Rep. William J. Pascrell


Dear Mr. Pascrell:


Before you were the Honorable (D, NJ),

back when you taught history and psychology

at Paramus High, you were one of the foundrymen 

who melted down our formless minds and gave them

rough shape. Detail and polish were up to us.

You told a story, about leaving for the prom,

your father said, “Be careful.” Eventually,

I think, I got the point. Did any of us

understand? Later I decided we were not

meant to understand, not then, but to

ponder and find our own meanings. 

It was a rare peek into the personal.

one that other teachers never granted us.

And what was a social studies teacher doing

as one of the advisors to the high school

literary magazine? Something else to mull.


Changing the world, one student at a time,

must have seemed too slow. We needed

a good example, so you made yourself one.

But how different, really, is governing

from running a classroom? So much 

patient explanation, filing down rough edges

for the easier acceptance of complex machineries,

so much talking to people who won’t listen.

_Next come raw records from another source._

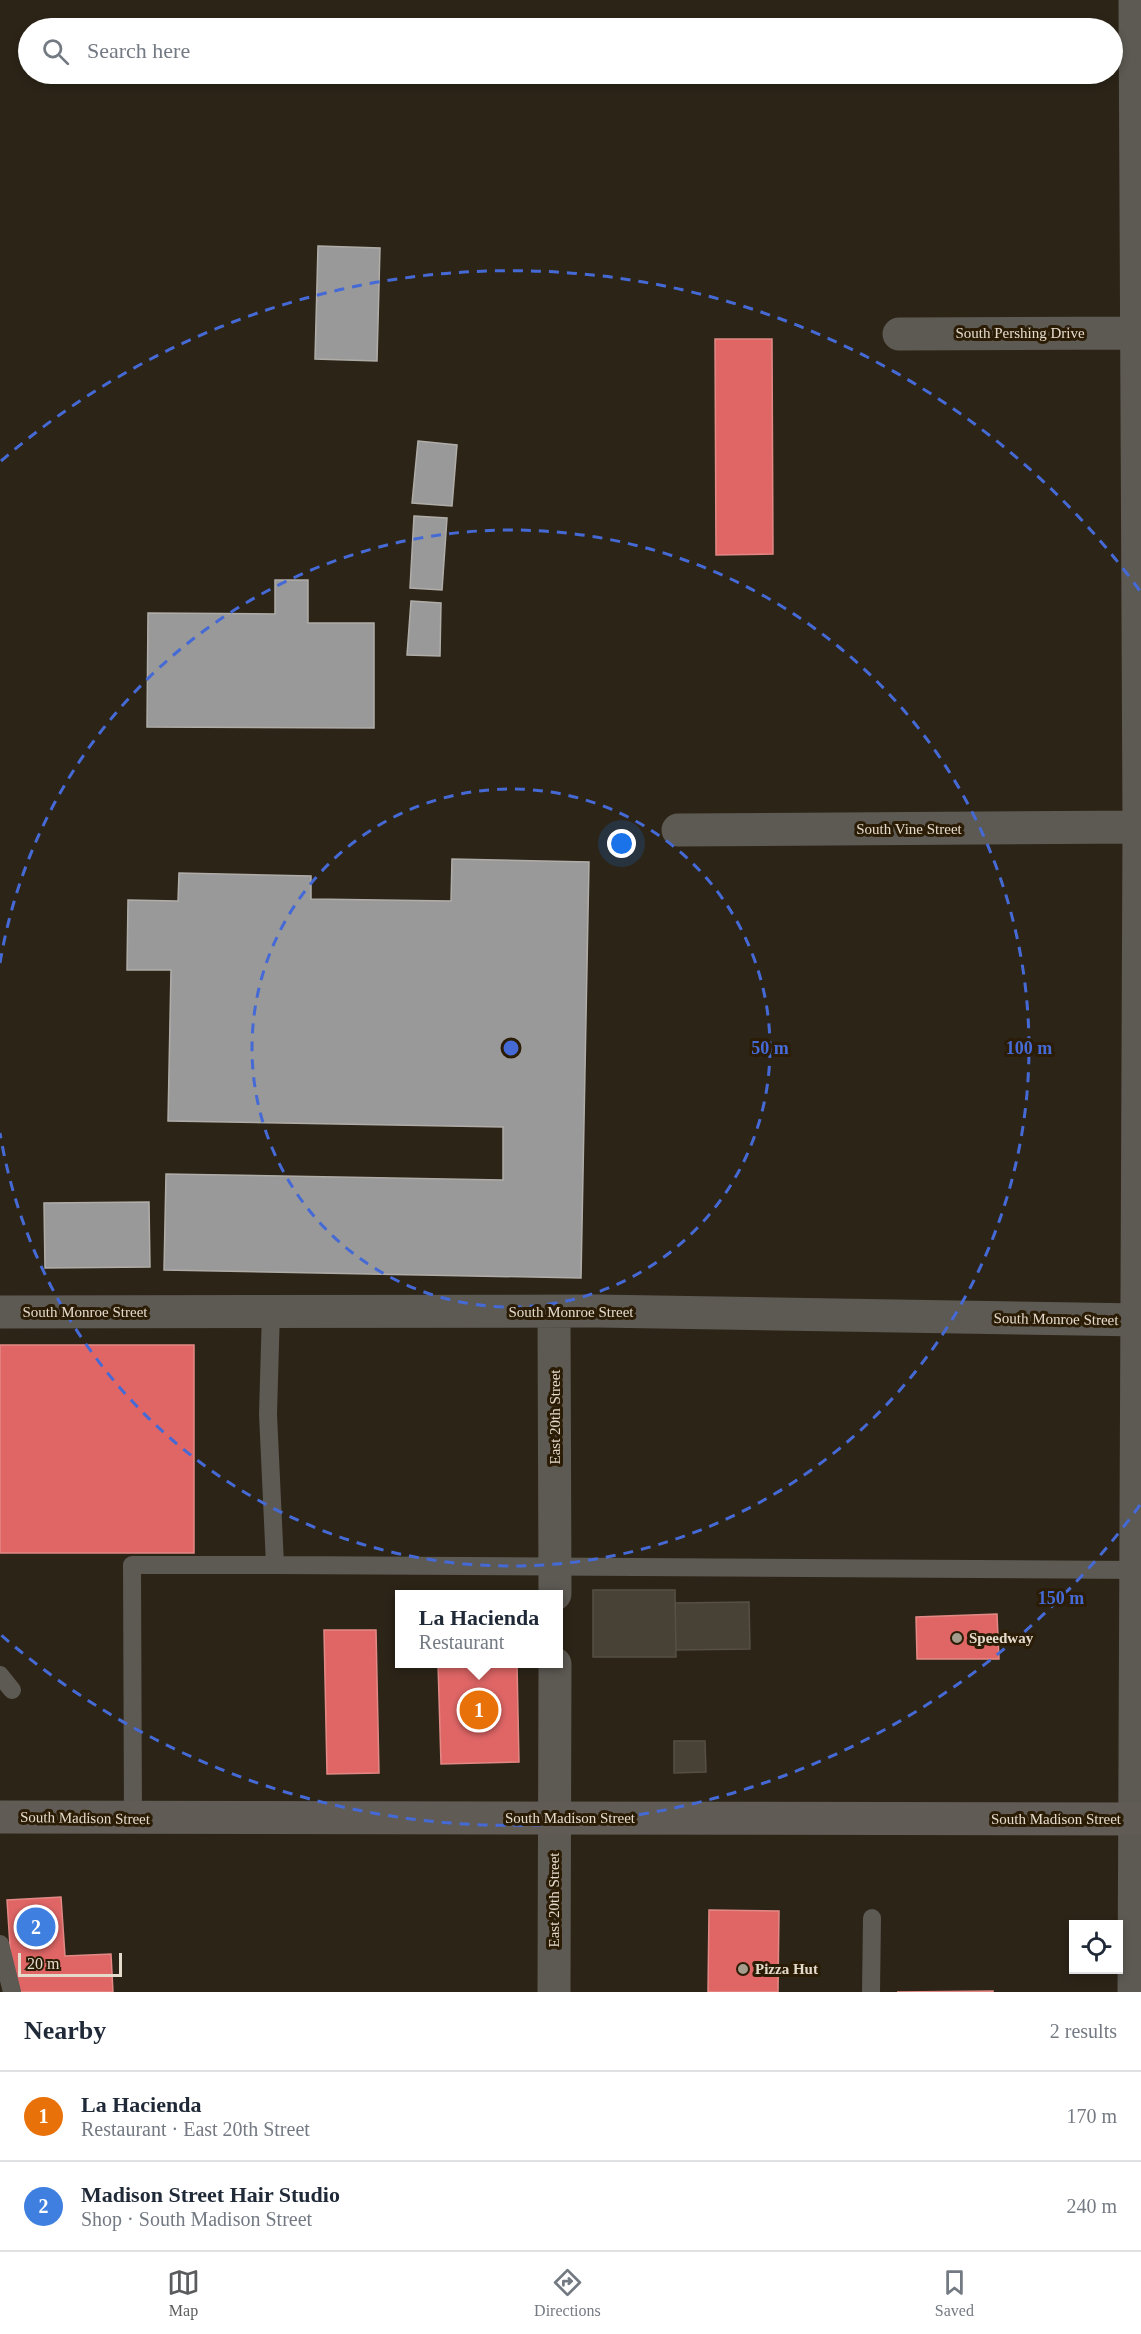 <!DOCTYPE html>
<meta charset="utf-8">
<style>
:root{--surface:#fff;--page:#f2f2f3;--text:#1f2937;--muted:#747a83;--line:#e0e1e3;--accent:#5b5c5e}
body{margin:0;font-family:Georgia,serif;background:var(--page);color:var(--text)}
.controls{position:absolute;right:18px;bottom:18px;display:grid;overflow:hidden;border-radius:0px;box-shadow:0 3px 9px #0003}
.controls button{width:54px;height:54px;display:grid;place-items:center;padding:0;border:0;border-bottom:2px solid var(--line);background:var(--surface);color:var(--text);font:30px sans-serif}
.scale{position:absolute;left:18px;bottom:15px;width:104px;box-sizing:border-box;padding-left:6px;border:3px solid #e5dbcd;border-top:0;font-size:16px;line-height:21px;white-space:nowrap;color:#e5dbcd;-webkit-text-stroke:4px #2b1c05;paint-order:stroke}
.you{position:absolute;left:622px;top:844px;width:21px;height:21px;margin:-15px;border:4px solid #fff;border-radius:50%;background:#1a73e8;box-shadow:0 0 0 9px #1a73e833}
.badge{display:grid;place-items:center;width:39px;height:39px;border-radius:50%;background:var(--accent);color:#fff;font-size:20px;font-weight:700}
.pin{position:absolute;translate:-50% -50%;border:3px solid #fff;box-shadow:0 2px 6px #0006}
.popup{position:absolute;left:395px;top:1590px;width:168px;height:78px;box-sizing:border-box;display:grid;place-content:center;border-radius:0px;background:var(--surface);filter:drop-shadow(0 2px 4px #0005);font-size:20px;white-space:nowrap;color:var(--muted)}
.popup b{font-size:22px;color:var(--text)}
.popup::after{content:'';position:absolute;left:50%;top:100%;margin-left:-12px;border:12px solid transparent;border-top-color:var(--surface)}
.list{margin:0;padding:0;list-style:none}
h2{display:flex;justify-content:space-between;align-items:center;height:78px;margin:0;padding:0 24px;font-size:26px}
h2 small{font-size:20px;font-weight:400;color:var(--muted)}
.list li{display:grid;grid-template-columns:39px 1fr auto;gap:18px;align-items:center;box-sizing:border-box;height:90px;padding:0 24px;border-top:2px solid var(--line)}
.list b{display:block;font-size:22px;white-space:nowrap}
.list p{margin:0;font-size:20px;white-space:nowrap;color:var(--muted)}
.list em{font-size:20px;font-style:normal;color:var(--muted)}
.icon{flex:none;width:33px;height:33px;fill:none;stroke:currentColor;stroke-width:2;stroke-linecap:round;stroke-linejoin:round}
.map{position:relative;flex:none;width:1141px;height:1992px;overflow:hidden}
.search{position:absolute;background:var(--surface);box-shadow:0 3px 9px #0003;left:18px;right:18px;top:18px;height:66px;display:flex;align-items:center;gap:15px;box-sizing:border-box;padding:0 21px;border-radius:33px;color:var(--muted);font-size:22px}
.sheet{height:258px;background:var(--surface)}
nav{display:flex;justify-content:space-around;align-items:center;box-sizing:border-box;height:84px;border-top:2px solid var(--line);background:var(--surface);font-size:16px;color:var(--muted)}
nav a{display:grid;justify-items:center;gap:3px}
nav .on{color:var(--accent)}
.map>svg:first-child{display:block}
.shops{fill:#e06666;stroke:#e28985;stroke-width:1.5}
.industry{fill:#999;stroke:#b0ada9;stroke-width:1.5}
.building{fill:#484136;stroke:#564f44;stroke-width:1.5}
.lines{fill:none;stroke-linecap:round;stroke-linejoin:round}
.lane{stroke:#5d5953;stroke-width:18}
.street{stroke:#5d5953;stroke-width:33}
.secondary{stroke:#605b55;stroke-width:33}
.ring{fill:none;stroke:#456ad6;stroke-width:3;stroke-dasharray:10 8}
.poi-dot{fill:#a49b8d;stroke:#2b1c05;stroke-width:2}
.labels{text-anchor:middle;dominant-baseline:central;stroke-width:6;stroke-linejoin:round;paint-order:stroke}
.street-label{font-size:15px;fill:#e5dbcd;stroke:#2b1c05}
.poi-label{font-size:15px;font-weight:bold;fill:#e5dbcd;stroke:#2b1c05;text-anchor:start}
.centre{fill:#456ad6;stroke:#2b1c05;stroke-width:3}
.ring-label{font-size:18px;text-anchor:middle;font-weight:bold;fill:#456ad6;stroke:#2b1c05;stroke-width:6;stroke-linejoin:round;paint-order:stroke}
</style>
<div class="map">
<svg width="1141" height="1992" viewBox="0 0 1141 1992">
<rect width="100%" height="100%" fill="#2c2417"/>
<!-- shops -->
<path class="shops" d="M715,339H772L773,554L716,555Z
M0,1345H194V1553H0Z
M997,1614L999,1659H917L916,1617Z
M324,1630H376L379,1773L327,1774Z
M438,1664H517L519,1762L441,1764Z
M61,1897L65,1956L111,1954L113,1992H13L7,1900Z
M709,1910L779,1911L778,1992H708Z
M993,1991V1992H897Z"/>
<!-- industry -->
<path class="industry" d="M318,246L380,248L377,361L315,359Z
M418,441L457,445L452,506L412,503Z
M414,516L447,518L442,590L410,588Z
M275,580H308V623H374V728L147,727L148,613L275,614Z
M411,601L441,603L440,656L407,655Z
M452,859L589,862L581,1278L164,1270L166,1174L503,1180V1127L168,1121L171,970H127L128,900L178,901L179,873L311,876V899L451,901Z
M149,1202L150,1267L45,1268L44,1203Z"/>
<!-- building -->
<path class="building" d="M593,1590H675L676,1657H593Z
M749,1602L750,1649L676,1650L675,1603Z
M674,1741H705L706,1772L674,1773Z"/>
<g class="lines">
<!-- lane -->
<path class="lane" d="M271,1311L268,1414L275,1565L1141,1570
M0,1675L12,1690
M133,1819L132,1565H275
M0,1944L12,1992
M871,1992L872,1918"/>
<!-- street -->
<path class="street" d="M899,334L1141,333
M678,830L1141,827
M0,1312L598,1311L1141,1320
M554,1312L555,1594
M554,1992L555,1664
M1134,1992L1139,827L1135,0"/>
<!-- secondary -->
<path class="secondary" d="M0,1817L1141,1819"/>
</g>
<!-- distance rings -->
<g class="ring">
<circle cx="511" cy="1048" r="259"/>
<path d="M0 963A518 518 0 1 1 0 1133"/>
<path d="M1140 1505A778 778 0 0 1 1 1635M1 461A778 778 0 0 1 1140 591"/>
</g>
<!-- markers -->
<g class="poi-dot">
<circle cx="957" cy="1638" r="6"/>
<circle cx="743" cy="1969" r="6"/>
</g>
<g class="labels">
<!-- street labels -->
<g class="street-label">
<text x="1020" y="333">South Pershing Drive</text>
<text x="909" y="829">South Vine Street</text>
<text x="85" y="1312">South Monroe Street</text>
<text x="571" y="1312">South Monroe Street</text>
<text transform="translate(1056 1319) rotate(1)">South Monroe Street</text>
<text transform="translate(555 1417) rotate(-90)">East 20th Street</text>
<text transform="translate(85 1818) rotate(1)">South Madison Street</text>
<text x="570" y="1818">South Madison Street</text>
<text x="1056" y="1819">South Madison Street</text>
<text transform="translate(554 1900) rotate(-90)">East 20th Street</text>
</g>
<!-- poi labels -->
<g class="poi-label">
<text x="969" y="1638">Speedway</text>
<text x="755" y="1969">Pizza Hut</text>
</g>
</g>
<circle cx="511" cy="1048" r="9" class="centre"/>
<g class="ring-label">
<text x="770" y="1054">50 m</text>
<text x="1029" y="1054">100 m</text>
<text x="1061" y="1604">150 m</text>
</g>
</svg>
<div class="controls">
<button><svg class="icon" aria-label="locate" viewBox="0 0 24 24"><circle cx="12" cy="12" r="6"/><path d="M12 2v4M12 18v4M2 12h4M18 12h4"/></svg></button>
</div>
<div class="scale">20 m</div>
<div class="you"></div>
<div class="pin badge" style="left:479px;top:1710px;background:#e8710a">1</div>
<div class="popup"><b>La Hacienda</b>Restaurant</div>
<div class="pin badge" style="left:36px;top:1927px;background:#3f7fe0">2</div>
<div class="search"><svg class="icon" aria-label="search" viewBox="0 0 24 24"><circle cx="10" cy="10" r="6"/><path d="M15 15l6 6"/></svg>Search here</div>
</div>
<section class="sheet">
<h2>Nearby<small>2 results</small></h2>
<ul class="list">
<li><span class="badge" style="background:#e8710a">1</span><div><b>La Hacienda</b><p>Restaurant · East 20th Street</p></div><em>170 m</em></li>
<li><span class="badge" style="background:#3f7fe0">2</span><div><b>Madison Street Hair Studio</b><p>Shop · South Madison Street</p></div><em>240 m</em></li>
</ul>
</section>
<nav>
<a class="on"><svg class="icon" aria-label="map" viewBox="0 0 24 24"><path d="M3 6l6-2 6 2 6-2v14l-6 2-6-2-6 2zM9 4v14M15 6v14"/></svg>Map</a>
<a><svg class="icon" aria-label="directions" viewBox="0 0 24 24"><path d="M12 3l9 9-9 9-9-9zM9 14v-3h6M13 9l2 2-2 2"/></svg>Directions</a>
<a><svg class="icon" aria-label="saved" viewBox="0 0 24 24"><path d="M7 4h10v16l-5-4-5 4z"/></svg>Saved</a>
</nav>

And the greatest failure is surrendering the effort.

Garrison: Nostalgia

The snow off the plow would blast

the mailbox off its post, down the hill,

until I learned to bring it in 

when I heard the forecast. Another time

the esthetic vigilantes painted it black.

They didn’t like pink. You couldn’t see 

the house from the road — too many trees.

I worried about the big maple. If it fell 

the wrong way, the house would splinter.

It was in a named place, no town or village,

but a post office and a train station

immortalized by Edith Wharton. Someone

saw a bear, once, behind the library,

and many of the roads were named

while I lived there. I lived quietly,

with a dog, and was mostly happy.



Until 2003, David M. Harris had never lived more than fifty miles from New York City. Since then he has moved to Tennessee, acquired a daughter and a classic MG, and gotten serious about poetry. His work has appeared in Pirene’s Fountain (and in First Water, the Best of Pirene’s Fountain anthology)Gargoyle, The Labletter, The Pedestal, and other places. His first collection of poetry, The Review Mirror, was published by Unsolicited Press in 2013.